Le commandant s'élance avec une allure intrépide et assurée jusqu'au milieu de la cour. Il s'arrête face aux soldats. Un garde du palais annonce haut et fort l'arrivée du général.
- Scott Lane, 1er commandant en chef des armées du Haut Royaume, lieutenant attitré de la garde rapprochée et 2nd conseiller du roi Kyan, fidèle protecteur du prince héritier Theod et de sa sœur Deryn, nommé paladin après avoir fait serment de veiller à la prospérité du royaume sur son honneur et ses titres auprès de la lignée royale.
- ...et détient le meilleur record d'utilisation des élévateurs qui mènent au Haut Palais, murmure Cwen.
William se retient de rire. Le commandant Lane détient l'une des rares fonctions du palais qui requiert sa présence aussi bien dans la vieille ville que sur le plateau du Haut Royaume. Il se doit d'effectuer de nombreux allers-retours du haut au bas de la falaise par les élévateurs. William donne un coup de coude discret dans la hanche de Cwen pour qu'il cesse ses ricanements. Malgré la boutade de ce dernier, Scott Lane n'est sans aucun doute le soldat le plus connu et admiré de tous. Sans lui, les nobles prendraient beaucoup moins en considération les habitants du royaume.
Le commandant en chef prend un peu de hauteur en grimpant sur un caisson en bois et s'adresse aux rangées de soldats.
- Messieurs, annonce-t-il. Demain soir aura lieu le grand festin de la mi-année dans la salle principale du Palais Royal. Notre roi bien aimé en personne insiste pour que chaque soldat tienne son rôle à la perfection. Quiconque échouera ne manquera pas de recevoir une sévère sanction.
Il marque un temps de pause et balaie du regard la cour d'entraînement.
-N'oubliez pas que vous, soldats de l'armée du Haut Royaume, représentez les grandes valeurs militaires de nos terres.
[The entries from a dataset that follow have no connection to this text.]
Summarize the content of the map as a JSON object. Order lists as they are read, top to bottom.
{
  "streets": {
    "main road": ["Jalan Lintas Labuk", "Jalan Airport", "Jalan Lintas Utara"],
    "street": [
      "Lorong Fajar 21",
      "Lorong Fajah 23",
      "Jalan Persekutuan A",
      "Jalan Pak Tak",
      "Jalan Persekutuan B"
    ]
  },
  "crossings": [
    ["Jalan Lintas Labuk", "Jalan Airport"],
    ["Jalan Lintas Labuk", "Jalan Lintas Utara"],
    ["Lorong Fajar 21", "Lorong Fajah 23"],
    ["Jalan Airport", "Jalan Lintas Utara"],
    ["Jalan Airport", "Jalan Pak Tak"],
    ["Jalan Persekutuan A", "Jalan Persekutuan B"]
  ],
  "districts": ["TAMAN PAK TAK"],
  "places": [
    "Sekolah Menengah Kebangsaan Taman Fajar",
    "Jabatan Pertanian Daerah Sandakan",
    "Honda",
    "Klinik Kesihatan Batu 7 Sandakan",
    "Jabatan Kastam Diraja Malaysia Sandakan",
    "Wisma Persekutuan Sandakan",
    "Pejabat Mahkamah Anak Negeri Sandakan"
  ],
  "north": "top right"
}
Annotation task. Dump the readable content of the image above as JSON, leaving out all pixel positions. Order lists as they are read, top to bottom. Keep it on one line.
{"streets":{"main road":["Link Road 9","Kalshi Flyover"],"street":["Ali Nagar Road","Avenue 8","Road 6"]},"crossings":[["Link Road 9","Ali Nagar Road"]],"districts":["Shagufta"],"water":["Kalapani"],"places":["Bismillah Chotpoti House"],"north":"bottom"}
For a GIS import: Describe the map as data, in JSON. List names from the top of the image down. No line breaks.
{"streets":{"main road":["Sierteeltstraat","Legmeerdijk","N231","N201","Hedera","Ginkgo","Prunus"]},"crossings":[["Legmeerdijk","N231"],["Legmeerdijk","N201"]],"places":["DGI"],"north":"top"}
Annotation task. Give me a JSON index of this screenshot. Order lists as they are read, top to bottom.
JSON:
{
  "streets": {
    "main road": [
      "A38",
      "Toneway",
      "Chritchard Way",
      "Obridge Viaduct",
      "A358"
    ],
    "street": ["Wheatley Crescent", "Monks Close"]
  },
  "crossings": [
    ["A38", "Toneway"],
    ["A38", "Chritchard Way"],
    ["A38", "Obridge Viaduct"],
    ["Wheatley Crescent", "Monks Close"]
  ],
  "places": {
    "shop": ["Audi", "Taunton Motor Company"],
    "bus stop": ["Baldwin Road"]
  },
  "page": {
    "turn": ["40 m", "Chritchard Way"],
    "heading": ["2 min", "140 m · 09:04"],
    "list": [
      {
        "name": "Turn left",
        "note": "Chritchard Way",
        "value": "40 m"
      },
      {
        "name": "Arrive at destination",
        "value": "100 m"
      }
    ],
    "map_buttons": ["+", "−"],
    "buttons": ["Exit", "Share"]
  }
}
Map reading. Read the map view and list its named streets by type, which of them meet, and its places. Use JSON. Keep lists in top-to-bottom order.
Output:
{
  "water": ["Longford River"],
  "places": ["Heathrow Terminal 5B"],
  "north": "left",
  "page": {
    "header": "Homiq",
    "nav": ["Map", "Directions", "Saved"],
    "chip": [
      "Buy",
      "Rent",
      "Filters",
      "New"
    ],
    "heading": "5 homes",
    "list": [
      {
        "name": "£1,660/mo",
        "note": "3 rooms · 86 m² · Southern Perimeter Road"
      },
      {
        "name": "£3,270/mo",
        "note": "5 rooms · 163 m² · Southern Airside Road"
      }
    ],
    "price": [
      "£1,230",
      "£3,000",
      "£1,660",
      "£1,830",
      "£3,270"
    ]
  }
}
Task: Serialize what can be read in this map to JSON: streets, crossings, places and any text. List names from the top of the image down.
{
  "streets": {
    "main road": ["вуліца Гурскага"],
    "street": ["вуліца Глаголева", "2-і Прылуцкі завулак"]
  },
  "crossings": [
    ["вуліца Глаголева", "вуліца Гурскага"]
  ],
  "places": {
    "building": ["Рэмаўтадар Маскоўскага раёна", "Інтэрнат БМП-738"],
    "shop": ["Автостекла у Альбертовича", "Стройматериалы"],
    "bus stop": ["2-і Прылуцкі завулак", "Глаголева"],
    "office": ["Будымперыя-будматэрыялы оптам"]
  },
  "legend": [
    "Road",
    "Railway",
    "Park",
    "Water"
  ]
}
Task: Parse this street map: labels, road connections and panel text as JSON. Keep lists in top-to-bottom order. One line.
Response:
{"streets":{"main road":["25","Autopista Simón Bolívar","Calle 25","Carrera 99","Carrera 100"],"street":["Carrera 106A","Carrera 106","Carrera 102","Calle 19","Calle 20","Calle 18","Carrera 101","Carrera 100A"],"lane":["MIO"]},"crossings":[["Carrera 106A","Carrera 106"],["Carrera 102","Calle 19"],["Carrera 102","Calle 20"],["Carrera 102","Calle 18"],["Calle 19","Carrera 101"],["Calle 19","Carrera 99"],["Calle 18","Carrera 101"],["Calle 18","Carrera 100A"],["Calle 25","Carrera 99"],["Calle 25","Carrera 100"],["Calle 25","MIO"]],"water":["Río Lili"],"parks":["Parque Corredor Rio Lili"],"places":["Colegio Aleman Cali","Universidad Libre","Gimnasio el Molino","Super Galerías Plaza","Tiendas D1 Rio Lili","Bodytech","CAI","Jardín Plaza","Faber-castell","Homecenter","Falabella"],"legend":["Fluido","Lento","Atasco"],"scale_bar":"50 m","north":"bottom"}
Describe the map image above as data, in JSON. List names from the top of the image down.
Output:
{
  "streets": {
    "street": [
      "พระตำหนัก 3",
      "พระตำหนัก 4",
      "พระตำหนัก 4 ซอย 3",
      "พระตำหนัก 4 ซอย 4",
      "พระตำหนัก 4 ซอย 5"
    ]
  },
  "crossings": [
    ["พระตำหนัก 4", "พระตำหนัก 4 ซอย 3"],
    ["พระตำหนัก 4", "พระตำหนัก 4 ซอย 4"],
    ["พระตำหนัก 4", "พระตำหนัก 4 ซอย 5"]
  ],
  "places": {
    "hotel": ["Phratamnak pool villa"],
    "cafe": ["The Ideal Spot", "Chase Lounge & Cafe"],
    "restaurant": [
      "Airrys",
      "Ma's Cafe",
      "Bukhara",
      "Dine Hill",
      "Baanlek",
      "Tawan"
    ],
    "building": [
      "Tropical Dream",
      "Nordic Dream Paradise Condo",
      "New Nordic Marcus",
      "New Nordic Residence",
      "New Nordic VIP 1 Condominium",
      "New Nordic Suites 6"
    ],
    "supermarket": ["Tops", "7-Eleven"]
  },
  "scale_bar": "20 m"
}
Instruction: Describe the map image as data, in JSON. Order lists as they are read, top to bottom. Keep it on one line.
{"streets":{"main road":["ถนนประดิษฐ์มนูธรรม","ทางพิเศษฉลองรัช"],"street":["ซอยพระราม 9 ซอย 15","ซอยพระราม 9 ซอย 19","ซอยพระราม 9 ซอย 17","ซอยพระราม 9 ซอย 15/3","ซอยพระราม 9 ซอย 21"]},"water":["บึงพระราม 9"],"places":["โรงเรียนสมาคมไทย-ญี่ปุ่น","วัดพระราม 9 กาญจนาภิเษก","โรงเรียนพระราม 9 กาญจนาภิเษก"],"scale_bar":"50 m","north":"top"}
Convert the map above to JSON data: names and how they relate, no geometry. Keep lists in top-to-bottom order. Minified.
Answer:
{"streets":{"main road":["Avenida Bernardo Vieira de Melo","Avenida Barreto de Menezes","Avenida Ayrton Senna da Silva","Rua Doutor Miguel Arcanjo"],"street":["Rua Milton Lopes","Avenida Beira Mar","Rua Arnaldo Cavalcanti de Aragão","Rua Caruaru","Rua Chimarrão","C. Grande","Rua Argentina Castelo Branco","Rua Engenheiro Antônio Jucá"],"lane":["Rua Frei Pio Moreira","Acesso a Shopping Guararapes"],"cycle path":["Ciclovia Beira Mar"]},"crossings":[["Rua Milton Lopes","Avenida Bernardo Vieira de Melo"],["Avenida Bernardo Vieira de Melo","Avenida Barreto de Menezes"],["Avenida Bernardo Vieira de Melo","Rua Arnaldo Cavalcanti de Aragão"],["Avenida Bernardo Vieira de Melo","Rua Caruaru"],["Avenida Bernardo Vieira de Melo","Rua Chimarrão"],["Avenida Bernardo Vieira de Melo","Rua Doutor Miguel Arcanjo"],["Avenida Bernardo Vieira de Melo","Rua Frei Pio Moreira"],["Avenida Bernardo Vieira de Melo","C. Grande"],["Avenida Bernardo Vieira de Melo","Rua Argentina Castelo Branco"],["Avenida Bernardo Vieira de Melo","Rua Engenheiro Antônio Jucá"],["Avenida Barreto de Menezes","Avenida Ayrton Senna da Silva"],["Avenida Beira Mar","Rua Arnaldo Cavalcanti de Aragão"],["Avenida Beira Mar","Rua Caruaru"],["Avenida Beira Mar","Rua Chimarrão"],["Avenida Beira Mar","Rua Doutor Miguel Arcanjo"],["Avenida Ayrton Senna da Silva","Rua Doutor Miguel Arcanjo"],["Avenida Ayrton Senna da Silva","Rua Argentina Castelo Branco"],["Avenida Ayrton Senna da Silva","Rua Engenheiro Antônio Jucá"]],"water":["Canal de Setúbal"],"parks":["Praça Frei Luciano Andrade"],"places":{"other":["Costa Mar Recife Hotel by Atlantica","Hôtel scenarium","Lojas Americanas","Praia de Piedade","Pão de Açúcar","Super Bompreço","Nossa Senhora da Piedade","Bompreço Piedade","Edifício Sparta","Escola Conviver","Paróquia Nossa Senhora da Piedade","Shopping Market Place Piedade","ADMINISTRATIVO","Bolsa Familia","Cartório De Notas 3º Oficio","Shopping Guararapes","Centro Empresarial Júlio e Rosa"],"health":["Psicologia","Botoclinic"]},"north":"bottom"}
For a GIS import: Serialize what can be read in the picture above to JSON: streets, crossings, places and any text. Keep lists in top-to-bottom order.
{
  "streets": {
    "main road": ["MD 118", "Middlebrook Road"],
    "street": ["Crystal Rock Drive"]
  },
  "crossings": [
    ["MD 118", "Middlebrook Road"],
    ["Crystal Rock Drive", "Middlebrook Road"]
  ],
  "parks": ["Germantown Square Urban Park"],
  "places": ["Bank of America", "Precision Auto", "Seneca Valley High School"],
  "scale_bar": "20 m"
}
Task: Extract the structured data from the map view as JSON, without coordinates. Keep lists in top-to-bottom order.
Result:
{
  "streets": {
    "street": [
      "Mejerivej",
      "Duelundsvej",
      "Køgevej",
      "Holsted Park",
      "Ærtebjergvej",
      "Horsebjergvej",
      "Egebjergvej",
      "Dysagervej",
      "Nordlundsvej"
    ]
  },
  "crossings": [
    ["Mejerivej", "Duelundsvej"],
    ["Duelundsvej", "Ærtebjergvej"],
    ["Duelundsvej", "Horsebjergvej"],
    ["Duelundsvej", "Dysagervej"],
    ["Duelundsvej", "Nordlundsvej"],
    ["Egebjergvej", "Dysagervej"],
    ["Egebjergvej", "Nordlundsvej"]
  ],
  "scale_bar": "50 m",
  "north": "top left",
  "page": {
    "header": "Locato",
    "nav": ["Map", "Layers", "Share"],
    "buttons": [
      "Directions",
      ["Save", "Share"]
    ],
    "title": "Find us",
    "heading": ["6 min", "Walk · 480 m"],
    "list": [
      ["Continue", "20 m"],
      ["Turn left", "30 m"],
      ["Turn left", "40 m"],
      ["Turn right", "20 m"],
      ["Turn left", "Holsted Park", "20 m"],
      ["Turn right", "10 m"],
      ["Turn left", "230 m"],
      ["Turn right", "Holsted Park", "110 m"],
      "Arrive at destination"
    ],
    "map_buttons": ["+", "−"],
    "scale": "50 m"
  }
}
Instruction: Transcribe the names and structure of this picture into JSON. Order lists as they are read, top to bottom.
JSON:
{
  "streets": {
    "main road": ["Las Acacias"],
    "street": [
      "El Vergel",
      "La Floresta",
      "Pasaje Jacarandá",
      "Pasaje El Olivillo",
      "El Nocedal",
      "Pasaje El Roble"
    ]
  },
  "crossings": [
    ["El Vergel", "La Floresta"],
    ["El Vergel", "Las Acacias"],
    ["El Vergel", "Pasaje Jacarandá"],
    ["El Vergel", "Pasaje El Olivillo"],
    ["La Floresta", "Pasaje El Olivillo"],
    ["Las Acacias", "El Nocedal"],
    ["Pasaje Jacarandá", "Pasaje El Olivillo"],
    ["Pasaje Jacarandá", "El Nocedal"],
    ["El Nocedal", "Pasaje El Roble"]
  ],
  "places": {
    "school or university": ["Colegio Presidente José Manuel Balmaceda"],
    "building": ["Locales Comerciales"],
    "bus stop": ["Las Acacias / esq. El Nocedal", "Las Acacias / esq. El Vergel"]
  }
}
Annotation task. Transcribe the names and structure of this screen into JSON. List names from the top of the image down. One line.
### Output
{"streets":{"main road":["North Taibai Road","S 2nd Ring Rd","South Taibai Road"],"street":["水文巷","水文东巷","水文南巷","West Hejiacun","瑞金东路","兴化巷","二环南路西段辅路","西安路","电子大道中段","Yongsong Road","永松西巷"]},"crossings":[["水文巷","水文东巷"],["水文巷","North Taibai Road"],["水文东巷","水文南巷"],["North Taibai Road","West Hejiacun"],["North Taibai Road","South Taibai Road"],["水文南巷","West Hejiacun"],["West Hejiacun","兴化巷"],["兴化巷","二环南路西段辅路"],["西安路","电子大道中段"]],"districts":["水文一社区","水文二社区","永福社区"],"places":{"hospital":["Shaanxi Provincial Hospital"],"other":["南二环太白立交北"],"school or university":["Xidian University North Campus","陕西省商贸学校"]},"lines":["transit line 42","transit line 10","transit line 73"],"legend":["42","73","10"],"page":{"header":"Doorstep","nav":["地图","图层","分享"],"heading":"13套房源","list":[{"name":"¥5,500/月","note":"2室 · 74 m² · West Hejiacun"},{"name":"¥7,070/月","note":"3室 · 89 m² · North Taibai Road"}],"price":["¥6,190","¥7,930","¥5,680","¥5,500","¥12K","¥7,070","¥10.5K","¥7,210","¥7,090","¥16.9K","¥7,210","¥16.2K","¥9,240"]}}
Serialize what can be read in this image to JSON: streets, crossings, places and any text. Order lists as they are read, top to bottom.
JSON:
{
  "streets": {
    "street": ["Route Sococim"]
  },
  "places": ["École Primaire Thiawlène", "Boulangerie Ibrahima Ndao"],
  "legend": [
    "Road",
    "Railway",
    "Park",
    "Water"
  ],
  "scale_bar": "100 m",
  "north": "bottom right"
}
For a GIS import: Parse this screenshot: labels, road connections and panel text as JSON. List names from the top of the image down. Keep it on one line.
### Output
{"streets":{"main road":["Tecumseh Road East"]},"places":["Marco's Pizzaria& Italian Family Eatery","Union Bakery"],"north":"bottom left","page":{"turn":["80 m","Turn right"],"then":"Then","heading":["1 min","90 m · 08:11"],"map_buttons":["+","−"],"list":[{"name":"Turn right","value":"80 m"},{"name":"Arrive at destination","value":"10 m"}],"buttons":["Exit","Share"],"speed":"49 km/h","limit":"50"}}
Faites honneur au Haut Palais et notre roi saura de sa bonne grâce exprimer sa gratitude à chacun d'entre vous. Demain, vous consacrerez la journée d'entraînement à la répétition de vos mouvements pour la cérémonie. Bonne chance, et que les Sept vous accompagnent.
Scott Lane saute du caisson en bois et retraverse le couloir de soldats. Les gardes du palais le suivent et quittent la cour. Les autres militaires se mettent au repos et retournent à leur entraînement sans dire un mot. Cwen lâche un soupir.
- Notre commandant Lane a beau être une image forte et charismatique de nos forces militaires, je trouve que nos troupes se ramollissent tout comme notre roi vieillit. Le Haut Royaume perd de sa crédibilité et de sa splendeur. Heureusement que les autres royaumes ne peuvent pas nous surprendre à nous tenir ainsi, ça serait la risée de la capitale.
- J'ai entendu dire que le roi Kyan est mourant, ajoute William. Il est au pouvoir depuis si longtemps... Ça nous ferait drôle de voir l'héritier Theod le remplacer sur le trône.
- Un air frais de jeunesse ne nous ferait pas de mal, bougonne Cwen. Les membres de la famille royale restent des hommes avant tout. Ils vieillissent et perdent de leur vivacité avec le temps. Heureusement pour nous qu'ils ne soient pas immortels.
- Tu as raison, acquiesce William. Nous avons tendance à les sacraliser. Cependant, la lignée royale a quand même été élue par les Dieux et ça ce n'est pas rien.
Cwen lâche un rire étouffé.
- Ne me dis pas que tu crois à tous ces mythes et légendes que les terres Pontificales nous balancent entre les dents. Le roi n'en a plus pour longtemps et son jeune héritier ne tient pas debout sans sa canne. Je veux bien voir comment les Dieux vous les aider.
- Dis-moi que tu ne crois pas en l'existence des Dieux pendant que tu y es !
Cwen prend un air fatigué.
- Je crois surtout que le Vieux Royaume est le bambin et que la terre Sainte est la nourrice, lui faisant croire toutes ces histoires avant d'aller dormir le soir. Vu les incroyables faits des mythes, je trouve assez étrange que nous, les hommes, n'ayons jamais connu de phénomènes aussi surnaturels.
- Laisse donc le Vieux Royaume rêver de ces histoires, répond William en fronçant les sourcils. Les mythes sont sûrement des images ou des métaphores pour expliquer des évènements plus rationnels sur l'origine de notre civilisation. Il est un peu bête de les croire au pied de la lettre.
Cwen rigole à pleine dents.
- Tu commences à te contredire, mon jeune Kettbell. Les Dieux existent ? Ou sont-ils des métaphores ?
William inspire une grande bouffée d'air pour surenchérir, mais le gros soldat Bur dans la cour refait sonner les cloches. Cwen se frotte les yeux en bâillant.
- Là, c'est bien la fin de l'entrainement.
Il se retourne vers William.
- Peu importe les origines de notre monde et la façon dont les premiers membres de la lignée royale ont été nommés souverains du royaume. Ce qui compte aujourd'hui, c'est le système monarchique qui semble s'essouffler avec le temps. C'est à nous de consolider l'image du pouvoir en remplissant notre rôle de soldats comme il se doit.
Cwen saute du mur avec détermination et traverse la cour. William reste silencieux. Son ami sergent croit dur comme fer à l'organisation du royaume. Il affirme sa confiance en vers Scott Lane, le roi, ses soldats, mais un simple doute peut lui faire changer son humeur du tout au tout.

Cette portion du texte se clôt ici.